-- Opening Marker --

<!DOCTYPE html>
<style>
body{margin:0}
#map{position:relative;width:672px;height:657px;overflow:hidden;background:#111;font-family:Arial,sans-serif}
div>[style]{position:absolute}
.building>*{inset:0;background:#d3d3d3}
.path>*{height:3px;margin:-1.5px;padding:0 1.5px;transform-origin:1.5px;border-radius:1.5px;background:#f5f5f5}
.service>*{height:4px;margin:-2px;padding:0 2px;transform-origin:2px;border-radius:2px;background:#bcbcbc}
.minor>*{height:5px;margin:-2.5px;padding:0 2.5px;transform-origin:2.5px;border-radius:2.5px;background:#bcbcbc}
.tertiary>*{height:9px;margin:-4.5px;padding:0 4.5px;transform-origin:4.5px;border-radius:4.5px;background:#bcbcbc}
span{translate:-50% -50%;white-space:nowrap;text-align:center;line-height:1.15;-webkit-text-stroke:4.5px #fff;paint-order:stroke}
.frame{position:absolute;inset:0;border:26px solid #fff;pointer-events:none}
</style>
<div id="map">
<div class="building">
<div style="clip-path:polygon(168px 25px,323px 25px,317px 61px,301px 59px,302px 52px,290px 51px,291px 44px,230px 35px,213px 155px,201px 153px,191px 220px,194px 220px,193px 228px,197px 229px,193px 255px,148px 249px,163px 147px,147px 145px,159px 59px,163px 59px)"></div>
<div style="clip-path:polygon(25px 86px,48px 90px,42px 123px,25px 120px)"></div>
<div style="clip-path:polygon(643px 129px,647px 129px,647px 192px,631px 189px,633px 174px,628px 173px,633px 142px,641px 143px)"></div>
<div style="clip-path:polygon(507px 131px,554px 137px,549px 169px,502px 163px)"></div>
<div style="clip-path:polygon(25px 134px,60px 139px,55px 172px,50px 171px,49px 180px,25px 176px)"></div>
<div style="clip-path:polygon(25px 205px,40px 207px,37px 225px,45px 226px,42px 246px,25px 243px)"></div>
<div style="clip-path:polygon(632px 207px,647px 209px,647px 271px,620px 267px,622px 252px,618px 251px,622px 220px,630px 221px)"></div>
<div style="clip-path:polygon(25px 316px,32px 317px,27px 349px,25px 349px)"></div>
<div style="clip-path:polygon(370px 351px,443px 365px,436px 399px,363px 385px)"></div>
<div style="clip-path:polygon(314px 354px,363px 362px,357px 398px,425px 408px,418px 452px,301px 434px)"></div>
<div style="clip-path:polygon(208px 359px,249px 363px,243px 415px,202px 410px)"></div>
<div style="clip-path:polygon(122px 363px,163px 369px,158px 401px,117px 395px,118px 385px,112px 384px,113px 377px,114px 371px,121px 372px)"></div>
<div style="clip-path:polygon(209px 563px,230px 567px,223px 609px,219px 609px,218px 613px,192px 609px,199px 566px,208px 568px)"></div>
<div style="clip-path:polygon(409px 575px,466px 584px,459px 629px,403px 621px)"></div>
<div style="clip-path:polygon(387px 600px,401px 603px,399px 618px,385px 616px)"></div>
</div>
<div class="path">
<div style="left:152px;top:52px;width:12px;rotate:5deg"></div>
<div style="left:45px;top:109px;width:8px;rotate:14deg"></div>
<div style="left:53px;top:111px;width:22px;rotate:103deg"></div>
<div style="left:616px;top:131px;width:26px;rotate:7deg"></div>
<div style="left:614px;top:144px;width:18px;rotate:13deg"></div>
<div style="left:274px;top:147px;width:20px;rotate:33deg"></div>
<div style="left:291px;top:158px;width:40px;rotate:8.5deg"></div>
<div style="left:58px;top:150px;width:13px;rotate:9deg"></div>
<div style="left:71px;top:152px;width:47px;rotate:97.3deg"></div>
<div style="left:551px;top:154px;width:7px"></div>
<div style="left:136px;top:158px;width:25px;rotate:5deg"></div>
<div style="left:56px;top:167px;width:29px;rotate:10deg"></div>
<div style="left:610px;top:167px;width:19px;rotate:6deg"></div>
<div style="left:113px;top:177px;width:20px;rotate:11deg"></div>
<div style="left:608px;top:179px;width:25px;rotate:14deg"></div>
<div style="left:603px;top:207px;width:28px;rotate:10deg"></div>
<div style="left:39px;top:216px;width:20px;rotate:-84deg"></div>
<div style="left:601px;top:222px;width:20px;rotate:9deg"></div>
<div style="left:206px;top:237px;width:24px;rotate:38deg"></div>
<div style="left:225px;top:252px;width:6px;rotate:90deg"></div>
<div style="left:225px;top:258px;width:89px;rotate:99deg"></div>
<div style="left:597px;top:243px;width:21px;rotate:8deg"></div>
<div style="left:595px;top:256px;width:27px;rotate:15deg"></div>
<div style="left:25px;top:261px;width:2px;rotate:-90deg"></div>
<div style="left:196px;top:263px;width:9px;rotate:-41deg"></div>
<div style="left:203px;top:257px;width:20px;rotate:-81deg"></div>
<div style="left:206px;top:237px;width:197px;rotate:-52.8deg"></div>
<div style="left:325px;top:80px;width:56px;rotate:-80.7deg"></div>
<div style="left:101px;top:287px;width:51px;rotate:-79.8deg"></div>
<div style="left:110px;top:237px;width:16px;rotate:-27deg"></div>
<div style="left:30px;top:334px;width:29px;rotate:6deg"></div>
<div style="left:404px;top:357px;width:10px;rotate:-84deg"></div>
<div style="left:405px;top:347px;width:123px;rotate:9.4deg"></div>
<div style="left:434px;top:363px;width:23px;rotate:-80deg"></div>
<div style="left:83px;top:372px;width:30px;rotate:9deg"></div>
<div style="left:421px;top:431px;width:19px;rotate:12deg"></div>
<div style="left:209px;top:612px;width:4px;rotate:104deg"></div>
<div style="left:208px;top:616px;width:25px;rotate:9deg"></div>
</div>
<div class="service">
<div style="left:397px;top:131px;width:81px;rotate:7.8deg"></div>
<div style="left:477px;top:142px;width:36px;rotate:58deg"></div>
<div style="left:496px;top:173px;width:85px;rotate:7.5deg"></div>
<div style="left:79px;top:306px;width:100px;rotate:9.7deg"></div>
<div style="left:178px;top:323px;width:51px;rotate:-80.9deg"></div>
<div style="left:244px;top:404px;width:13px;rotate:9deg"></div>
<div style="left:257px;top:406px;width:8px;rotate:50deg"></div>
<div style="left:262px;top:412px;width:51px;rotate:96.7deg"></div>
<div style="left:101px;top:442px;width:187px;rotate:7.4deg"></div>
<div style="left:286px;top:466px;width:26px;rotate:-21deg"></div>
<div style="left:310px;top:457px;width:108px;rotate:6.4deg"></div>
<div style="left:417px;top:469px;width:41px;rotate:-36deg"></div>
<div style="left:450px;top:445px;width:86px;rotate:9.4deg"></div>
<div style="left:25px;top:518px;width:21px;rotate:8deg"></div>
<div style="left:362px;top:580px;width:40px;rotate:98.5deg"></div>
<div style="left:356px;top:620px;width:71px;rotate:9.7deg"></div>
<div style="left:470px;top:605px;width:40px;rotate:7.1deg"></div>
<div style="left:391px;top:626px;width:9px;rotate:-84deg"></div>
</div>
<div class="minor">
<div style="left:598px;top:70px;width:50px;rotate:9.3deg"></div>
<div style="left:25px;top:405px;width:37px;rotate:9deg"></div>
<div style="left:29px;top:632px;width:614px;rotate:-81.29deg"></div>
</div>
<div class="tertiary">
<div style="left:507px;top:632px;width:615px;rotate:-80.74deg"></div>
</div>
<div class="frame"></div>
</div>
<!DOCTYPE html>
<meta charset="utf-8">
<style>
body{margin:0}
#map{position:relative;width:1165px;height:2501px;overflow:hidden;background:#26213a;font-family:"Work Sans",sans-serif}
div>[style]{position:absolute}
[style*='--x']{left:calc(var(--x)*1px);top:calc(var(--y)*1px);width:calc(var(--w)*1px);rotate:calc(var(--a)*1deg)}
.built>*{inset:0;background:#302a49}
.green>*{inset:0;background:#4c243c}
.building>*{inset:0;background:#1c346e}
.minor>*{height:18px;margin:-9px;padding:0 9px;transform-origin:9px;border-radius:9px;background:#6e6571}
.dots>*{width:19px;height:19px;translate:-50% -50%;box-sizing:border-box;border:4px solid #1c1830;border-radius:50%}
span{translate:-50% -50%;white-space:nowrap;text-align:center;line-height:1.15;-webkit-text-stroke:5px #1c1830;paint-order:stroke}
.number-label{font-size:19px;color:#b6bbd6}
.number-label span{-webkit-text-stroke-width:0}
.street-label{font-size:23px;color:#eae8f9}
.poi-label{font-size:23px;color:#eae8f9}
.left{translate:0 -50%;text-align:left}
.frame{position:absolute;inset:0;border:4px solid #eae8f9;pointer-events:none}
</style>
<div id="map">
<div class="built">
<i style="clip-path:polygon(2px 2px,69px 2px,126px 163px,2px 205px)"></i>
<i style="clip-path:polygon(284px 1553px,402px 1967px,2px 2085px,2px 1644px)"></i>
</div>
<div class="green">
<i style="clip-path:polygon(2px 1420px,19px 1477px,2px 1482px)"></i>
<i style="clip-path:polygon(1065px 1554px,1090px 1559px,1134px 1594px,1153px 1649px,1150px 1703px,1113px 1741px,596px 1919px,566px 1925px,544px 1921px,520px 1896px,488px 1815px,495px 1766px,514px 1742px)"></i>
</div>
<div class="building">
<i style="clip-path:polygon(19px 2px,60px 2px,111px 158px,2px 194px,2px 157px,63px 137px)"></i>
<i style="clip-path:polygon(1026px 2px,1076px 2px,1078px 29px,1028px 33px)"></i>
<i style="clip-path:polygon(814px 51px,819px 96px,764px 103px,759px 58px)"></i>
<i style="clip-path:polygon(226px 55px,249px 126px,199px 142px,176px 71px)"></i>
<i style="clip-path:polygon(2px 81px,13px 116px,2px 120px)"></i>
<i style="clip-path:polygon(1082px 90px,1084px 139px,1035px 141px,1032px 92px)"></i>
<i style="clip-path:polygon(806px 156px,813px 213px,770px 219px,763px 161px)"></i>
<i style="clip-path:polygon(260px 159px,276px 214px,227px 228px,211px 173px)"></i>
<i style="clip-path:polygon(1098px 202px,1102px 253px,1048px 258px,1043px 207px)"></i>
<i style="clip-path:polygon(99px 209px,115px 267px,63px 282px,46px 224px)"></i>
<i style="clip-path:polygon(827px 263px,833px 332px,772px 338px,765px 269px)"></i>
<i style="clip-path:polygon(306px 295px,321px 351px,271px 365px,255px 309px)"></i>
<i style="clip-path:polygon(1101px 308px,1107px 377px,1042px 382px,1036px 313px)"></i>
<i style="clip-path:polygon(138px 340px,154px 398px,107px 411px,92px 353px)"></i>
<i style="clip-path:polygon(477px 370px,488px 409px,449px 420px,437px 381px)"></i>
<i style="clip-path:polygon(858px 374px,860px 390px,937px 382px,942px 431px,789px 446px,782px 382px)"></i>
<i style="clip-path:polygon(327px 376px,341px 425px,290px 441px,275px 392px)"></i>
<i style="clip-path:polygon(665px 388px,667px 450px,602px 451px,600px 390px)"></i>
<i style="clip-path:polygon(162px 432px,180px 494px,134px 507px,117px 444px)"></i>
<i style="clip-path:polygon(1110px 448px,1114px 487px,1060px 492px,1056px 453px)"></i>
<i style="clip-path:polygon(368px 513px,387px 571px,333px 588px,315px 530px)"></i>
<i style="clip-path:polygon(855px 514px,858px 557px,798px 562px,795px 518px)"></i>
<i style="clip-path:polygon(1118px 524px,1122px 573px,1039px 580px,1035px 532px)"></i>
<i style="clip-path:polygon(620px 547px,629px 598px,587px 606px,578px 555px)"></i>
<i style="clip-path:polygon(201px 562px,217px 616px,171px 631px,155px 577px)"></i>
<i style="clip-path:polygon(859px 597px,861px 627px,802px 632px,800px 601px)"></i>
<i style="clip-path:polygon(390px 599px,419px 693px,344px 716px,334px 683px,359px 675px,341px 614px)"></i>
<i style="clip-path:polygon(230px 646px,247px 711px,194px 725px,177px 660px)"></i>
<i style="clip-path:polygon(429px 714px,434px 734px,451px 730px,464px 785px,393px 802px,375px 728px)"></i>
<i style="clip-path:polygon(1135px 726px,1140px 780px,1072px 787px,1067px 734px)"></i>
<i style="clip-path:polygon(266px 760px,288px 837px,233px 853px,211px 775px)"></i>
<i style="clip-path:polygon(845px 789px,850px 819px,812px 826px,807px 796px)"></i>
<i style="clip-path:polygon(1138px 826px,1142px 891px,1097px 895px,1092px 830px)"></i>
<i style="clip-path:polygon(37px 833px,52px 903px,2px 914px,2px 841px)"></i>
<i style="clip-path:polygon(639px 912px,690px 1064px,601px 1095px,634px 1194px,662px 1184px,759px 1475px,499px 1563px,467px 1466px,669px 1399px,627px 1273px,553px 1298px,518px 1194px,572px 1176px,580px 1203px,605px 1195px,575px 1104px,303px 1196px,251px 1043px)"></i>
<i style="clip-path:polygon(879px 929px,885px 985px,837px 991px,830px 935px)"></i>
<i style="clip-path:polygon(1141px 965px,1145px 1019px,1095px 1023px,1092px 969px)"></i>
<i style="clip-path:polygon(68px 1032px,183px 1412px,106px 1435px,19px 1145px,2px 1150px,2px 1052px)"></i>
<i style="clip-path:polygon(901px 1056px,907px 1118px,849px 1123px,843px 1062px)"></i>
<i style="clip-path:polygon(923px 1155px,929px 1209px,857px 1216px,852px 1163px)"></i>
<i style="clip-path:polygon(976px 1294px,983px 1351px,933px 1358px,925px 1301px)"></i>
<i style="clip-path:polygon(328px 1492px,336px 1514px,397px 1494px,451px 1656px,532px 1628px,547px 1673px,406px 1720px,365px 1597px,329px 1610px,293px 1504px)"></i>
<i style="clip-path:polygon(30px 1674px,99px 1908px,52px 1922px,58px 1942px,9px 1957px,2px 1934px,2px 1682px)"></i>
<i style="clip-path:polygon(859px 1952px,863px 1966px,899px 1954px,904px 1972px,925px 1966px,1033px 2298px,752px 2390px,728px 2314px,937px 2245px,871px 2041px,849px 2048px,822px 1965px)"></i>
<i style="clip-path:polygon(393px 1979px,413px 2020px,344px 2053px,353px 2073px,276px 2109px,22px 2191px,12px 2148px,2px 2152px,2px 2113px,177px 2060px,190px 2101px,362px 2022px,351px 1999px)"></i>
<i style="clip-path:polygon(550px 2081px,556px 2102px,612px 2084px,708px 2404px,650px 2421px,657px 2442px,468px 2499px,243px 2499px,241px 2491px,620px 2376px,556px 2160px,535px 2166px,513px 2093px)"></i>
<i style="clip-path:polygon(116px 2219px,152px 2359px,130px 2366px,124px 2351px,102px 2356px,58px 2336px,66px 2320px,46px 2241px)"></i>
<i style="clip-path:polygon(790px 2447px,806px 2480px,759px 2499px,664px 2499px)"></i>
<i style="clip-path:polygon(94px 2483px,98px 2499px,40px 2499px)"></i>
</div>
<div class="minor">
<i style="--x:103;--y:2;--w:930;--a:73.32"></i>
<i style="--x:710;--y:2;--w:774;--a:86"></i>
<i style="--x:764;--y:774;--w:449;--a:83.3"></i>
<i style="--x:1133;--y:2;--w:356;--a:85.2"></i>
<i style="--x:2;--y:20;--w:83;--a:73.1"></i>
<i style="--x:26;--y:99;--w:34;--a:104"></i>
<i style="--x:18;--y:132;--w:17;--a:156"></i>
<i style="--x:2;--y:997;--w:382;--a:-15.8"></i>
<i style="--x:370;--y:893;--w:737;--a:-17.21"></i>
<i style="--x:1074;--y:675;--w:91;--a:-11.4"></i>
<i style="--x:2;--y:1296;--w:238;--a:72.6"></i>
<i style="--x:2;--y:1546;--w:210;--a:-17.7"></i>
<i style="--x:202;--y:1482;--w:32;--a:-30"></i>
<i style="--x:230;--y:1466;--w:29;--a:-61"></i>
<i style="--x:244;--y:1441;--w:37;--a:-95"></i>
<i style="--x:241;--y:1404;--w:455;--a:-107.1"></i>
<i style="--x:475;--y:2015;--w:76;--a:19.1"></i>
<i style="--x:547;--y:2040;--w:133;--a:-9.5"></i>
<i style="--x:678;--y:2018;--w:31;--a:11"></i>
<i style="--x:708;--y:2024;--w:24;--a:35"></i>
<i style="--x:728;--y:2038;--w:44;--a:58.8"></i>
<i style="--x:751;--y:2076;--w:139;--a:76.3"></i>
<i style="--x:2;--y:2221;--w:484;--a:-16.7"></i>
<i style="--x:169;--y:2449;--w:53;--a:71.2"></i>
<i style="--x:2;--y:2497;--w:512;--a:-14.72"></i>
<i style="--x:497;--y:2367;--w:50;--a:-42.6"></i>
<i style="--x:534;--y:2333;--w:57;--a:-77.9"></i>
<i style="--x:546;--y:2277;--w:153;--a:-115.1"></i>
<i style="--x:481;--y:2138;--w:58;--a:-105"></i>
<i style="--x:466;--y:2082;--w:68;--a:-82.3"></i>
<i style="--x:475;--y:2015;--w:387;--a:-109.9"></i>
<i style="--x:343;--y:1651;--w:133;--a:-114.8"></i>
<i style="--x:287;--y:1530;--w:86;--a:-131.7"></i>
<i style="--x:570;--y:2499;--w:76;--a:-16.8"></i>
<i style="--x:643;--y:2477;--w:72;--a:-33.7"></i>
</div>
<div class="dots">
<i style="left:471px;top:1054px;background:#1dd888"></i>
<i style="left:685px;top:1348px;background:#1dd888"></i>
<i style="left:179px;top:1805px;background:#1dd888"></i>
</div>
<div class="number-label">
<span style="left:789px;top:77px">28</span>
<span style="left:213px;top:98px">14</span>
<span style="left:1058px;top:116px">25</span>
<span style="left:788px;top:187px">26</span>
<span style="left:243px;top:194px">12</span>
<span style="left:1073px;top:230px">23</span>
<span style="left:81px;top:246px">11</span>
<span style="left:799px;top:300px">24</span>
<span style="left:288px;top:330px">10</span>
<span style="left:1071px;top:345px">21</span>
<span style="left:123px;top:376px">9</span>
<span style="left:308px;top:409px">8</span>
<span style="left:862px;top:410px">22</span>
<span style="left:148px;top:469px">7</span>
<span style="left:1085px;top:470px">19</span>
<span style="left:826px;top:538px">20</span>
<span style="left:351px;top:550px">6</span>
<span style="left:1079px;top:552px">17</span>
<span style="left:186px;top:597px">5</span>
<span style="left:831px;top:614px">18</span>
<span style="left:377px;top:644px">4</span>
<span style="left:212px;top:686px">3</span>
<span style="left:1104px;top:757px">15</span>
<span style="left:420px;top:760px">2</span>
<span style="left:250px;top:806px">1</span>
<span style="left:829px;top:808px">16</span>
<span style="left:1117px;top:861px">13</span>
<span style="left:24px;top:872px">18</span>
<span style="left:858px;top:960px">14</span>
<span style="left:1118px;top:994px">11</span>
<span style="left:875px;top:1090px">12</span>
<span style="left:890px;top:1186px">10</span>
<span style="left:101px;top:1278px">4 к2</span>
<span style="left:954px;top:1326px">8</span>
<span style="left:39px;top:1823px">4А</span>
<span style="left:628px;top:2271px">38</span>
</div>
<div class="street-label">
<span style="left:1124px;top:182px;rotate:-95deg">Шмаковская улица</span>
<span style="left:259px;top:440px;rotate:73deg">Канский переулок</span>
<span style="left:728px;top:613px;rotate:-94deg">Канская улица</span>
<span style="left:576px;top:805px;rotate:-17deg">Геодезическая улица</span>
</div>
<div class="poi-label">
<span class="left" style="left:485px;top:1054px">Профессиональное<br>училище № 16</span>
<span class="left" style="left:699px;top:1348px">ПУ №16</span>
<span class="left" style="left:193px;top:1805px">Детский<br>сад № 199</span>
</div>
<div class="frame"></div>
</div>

-- Closing Marker --

Requirement:
Send back the lines of the records word for word, from the very first through the line containing "131px,554px 137px,549px 169px,502px".

Output for this exercise:
<!DOCTYPE html>
<style>
body{margin:0}
#map{position:relative;width:672px;height:657px;overflow:hidden;background:#111;font-family:Arial,sans-serif}
div>[style]{position:absolute}
.building>*{inset:0;background:#d3d3d3}
.path>*{height:3px;margin:-1.5px;padding:0 1.5px;transform-origin:1.5px;border-radius:1.5px;background:#f5f5f5}
.service>*{height:4px;margin:-2px;padding:0 2px;transform-origin:2px;border-radius:2px;background:#bcbcbc}
.minor>*{height:5px;margin:-2.5px;padding:0 2.5px;transform-origin:2.5px;border-radius:2.5px;background:#bcbcbc}
.tertiary>*{height:9px;margin:-4.5px;padding:0 4.5px;transform-origin:4.5px;border-radius:4.5px;background:#bcbcbc}
span{translate:-50% -50%;white-space:nowrap;text-align:center;line-height:1.15;-webkit-text-stroke:4.5px #fff;paint-order:stroke}
.frame{position:absolute;inset:0;border:26px solid #fff;pointer-events:none}
</style>
<div id="map">
<div class="building">
<div style="clip-path:polygon(168px 25px,323px 25px,317px 61px,301px 59px,302px 52px,290px 51px,291px 44px,230px 35px,213px 155px,201px 153px,191px 220px,194px 220px,193px 228px,197px 229px,193px 255px,148px 249px,163px 147px,147px 145px,159px 59px,163px 59px)"></div>
<div style="clip-path:polygon(25px 86px,48px 90px,42px 123px,25px 120px)"></div>
<div style="clip-path:polygon(643px 129px,647px 129px,647px 192px,631px 189px,633px 174px,628px 173px,633px 142px,641px 143px)"></div>
<div style="clip-path:polygon(507px 131px,554px 137px,549px 169px,502px 163px)"></div>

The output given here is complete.